The methodologies discussed here fall into two general categories. In the first category, a known DNA-binding protein is used to extract the genomic loci with which it interacts (mChIP, ChroP, Chip-MS), while in the second approach, a specific genomic locus is the target, regardless of which proteins are bound to it (PICh, ChAP-MS). Some of the difficulties and challenges among these methods are shared. An important one is the amount of sample needed for each experiment, ranging between 108 and 1011 cells per experiment (Table 1). These input amounts limit the organisms to be studied and more importantly the applications for which it can be used. Clinical applications seem still far-fetched at this point, since a biopsy wouldn′t yield sufficient material for analysis at current sensitivities. Another shared challenge is the ability to analyze both euchromatin and heterochromatin. Chromatin has different properties in active and repressed conformation that should be taken into consideration for isolation purposes (30). Many methods do not well when the chromatin is in a packed (inactive) conformation, which was evident in the TAL-ChAP-MS method. There are also intrinsic benefits and limitations that are not shared and are worth noting. An obvious limitation of ChIP-like approaches is their dependence on previous knowledge of a given DNA-binding protein and on the availability of suitable antibodies for the protein selected as bait. This becomes an even greater issue when working with nonhuman systems such as rodent model organisms commonly used in physiological and genetic research. Both mChIP and ChIP-MS do not require specialized antibodies but come with the requirement of genetically introducing tags for the purification step. These approaches are also severely limited if the focus is to study a single locus in the genome. That is not the intention of the ChIP-like technologies, however. These methods are suited to study more generalized chromatin behaviors like histone PTMs and their relationship to the associated proteome across the genome. ChIP-like technologies also allow us to look at a single TF and to inquire not only to which loci it binds, but how it interacts with other DNA-binding proteins or even protein complexes that are not in direct contact with the DNA, thus building the protein networks that interact with DNA and are essential in regulating gene expression.
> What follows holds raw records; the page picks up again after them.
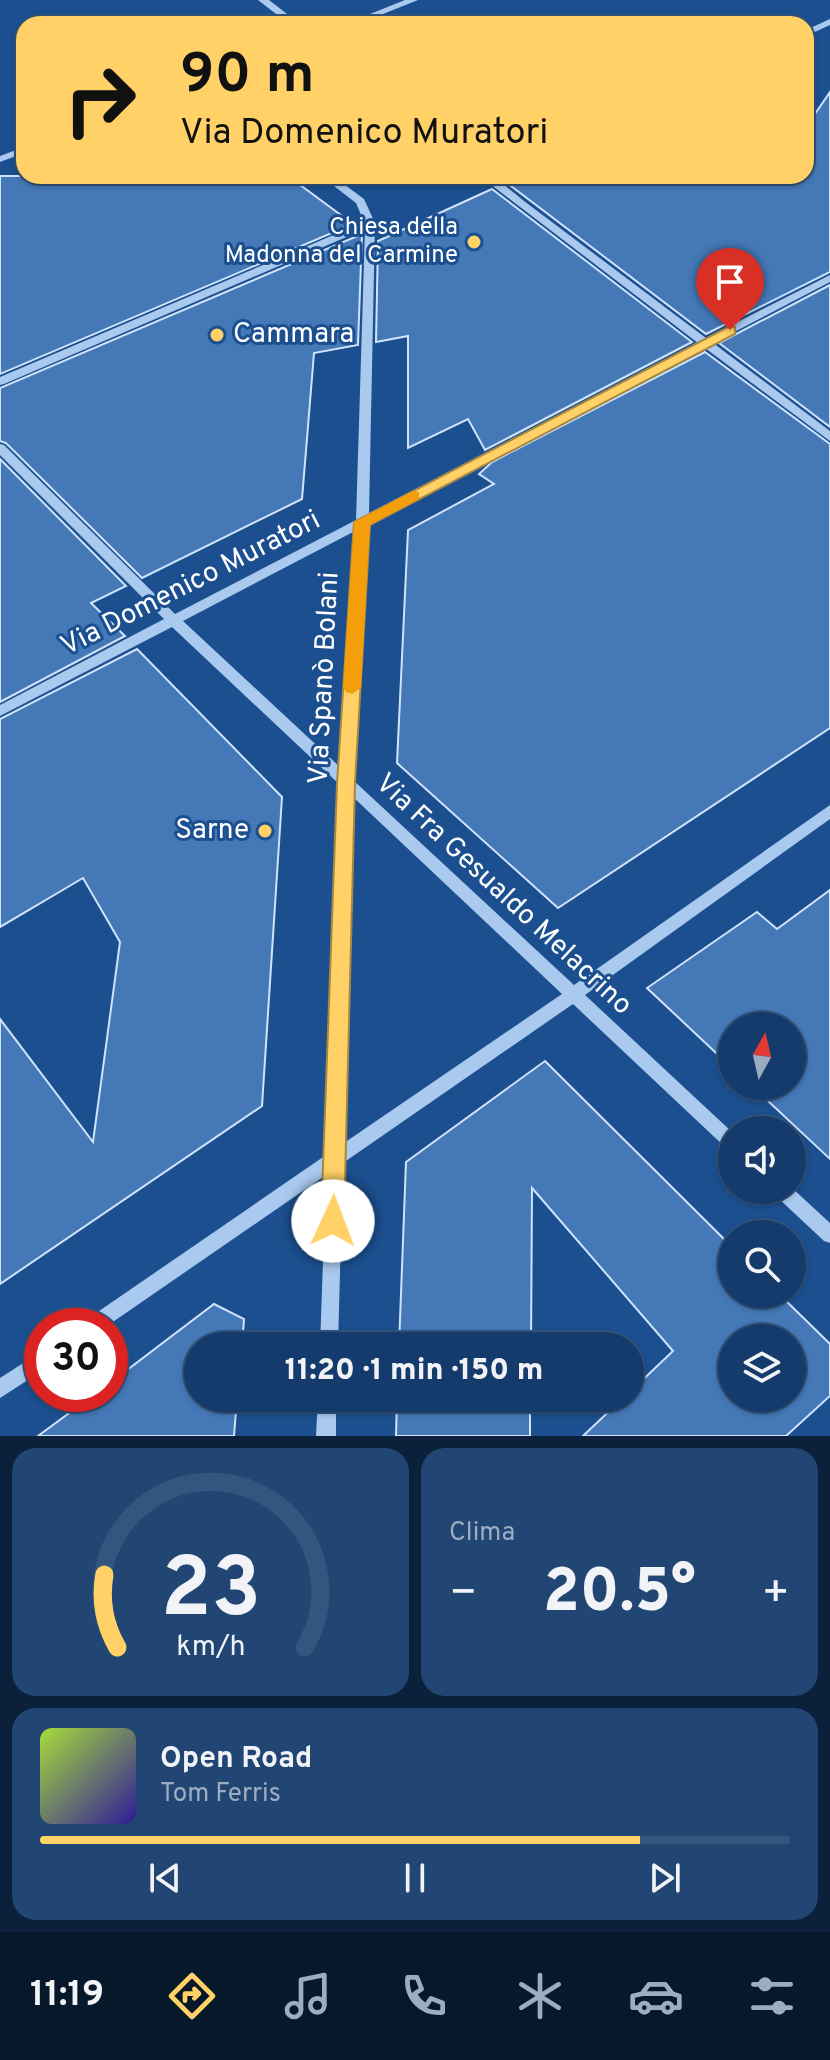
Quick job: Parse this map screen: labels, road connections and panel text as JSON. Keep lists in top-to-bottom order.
{
  "streets": {
    "street": ["Via Domenico Muratori", "Via Spanò Bolani", "Via Fra Gesualdo Melacrino"]
  },
  "crossings": [
    ["Via Domenico Muratori", "Via Spanò Bolani"],
    ["Via Domenico Muratori", "Via Fra Gesualdo Melacrino"],
    ["Via Spanò Bolani", "Via Fra Gesualdo Melacrino"]
  ],
  "places": ["Chiesa della Madonna del Carmine", "Cammara", "Sarne"],
  "north": "top",
  "page": {
    "turn": ["90 m", "Via Domenico Muratori"],
    "limit": "30",
    "trip": "11:20 · 1 min · 150 m",
    "tile": "Clima",
    "heat": ["−", "20.5°", "+"],
    "song": ["Open Road", "Tom Ferris"],
    "tabs": "11:19",
    "gauge": ["23", "km/h"]
  }
}
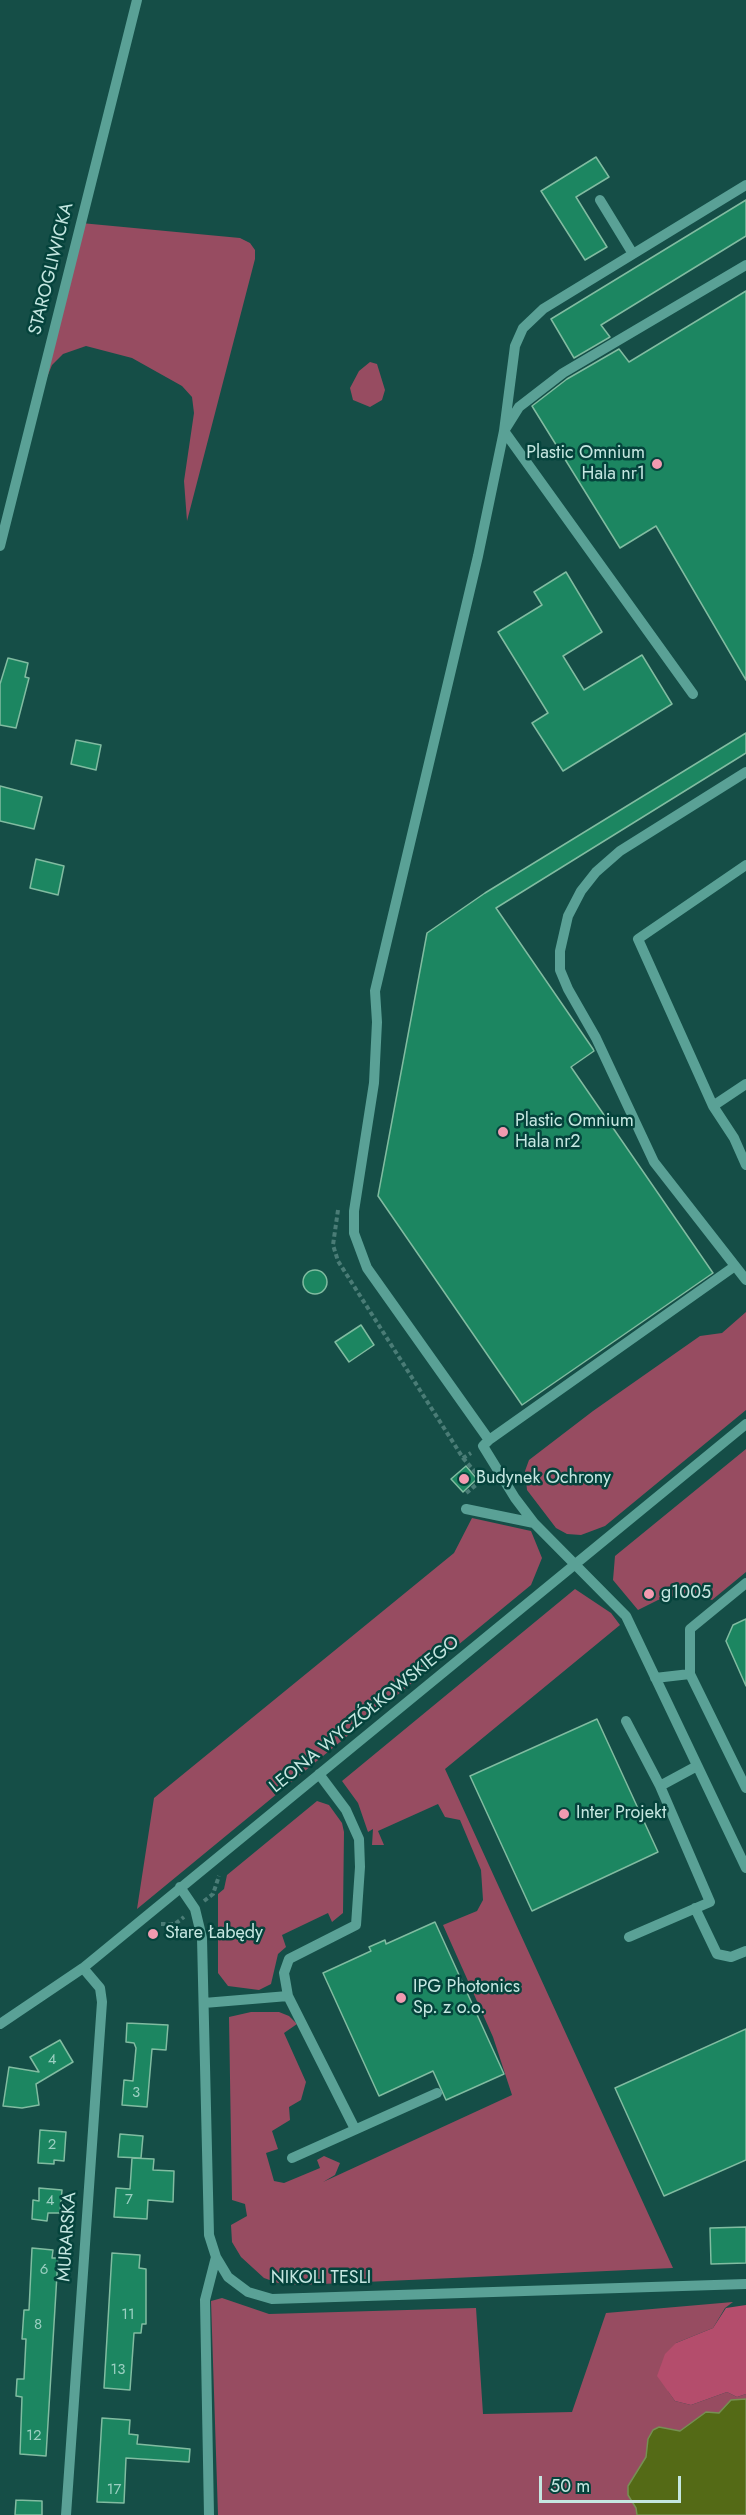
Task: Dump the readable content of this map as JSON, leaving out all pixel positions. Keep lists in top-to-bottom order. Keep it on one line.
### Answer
{"streets":{"street":["STAROGLIWICKA","LEONA WYCZÓŁKOWSKIEGO","MURARSKA","NIKOLI TESLI"]},"crossings":[["LEONA WYCZÓŁKOWSKIEGO","MURARSKA"],["LEONA WYCZÓŁKOWSKIEGO","NIKOLI TESLI"]],"places":["Plastic Omnium Hala nr1","Plastic Omnium Hala nr2","Budynek Ochrony","g1005","Inter Projekt","Stare Łabędy","IPG Photonics Sp. z o.o."],"house_numbers":["4","3","2","7","4","6","11","8","13","12","17"],"scale_bar":"50 m"}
Many of the difficulties observed in ChIP-like methods are overcome by DNA-/locus-specific methods. Most importantly, by using specific DNA sequences as bait, one can capture a snapshot of a particular locus without the need for either prior knowledge of at least some of the interacting proteins or availability of suitable antibodies. This kind of tool becomes extremely useful when novel or noncanonical interactions are the focus of the study. It is obvious, however, that bringing these DNA-based technologies up to high-throughput and/or genome-wide scales will be intrinsically more challenging. But just as ChIP-like methods are not meant for single locus studies, DNA-based methods are not meant (at least not yet) for genome-wide analyses. Their power lies in discovery of novel DNA binding proteins at a specific locus under specific conditions, which in itself is a very ambitious goal. Also, none of the methodologies described here are easily adaptable for the combined genome-wide analysis of both proteins and DNA. As a result, ChIP approaches are often used to validate the protein-focused findings from these novel approaches, and it will be exciting to explore the synergies between ChIP and these novel methods in analyzing genome regulation.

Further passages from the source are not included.